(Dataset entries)
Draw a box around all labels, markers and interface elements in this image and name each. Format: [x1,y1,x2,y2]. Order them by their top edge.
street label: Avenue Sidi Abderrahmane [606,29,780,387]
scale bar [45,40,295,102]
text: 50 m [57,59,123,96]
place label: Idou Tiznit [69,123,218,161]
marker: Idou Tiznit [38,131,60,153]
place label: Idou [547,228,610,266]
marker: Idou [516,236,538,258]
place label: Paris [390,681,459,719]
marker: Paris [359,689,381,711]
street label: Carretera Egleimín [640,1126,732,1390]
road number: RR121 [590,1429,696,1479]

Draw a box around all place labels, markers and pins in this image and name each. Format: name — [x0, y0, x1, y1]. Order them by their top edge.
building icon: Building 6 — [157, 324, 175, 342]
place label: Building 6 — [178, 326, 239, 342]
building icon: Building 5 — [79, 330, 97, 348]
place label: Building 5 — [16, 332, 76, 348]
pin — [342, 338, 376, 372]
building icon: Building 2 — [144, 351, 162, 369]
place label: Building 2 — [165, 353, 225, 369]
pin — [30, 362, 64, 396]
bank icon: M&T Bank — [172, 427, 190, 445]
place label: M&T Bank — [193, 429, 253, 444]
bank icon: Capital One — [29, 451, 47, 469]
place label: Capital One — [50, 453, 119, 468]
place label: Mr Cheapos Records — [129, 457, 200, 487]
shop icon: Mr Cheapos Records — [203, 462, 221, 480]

__Task details__. From the line containing "Draw a box around all place" to the last line above, repeat every line exactly and nothing else.

__Result of the exercise__.
Draw a box around all place labels, markers and pins in this image and name each. Format: name — [x0, y0, x1, y1]. Order them by their top edge.
building icon: Building 6 — [157, 324, 175, 342]
place label: Building 6 — [178, 326, 239, 342]
building icon: Building 5 — [79, 330, 97, 348]
place label: Building 5 — [16, 332, 76, 348]
pin — [342, 338, 376, 372]
building icon: Building 2 — [144, 351, 162, 369]
place label: Building 2 — [165, 353, 225, 369]
pin — [30, 362, 64, 396]
bank icon: M&T Bank — [172, 427, 190, 445]
place label: M&T Bank — [193, 429, 253, 444]
bank icon: Capital One — [29, 451, 47, 469]
place label: Capital One — [50, 453, 119, 468]
place label: Mr Cheapos Records — [129, 457, 200, 487]
shop icon: Mr Cheapos Records — [203, 462, 221, 480]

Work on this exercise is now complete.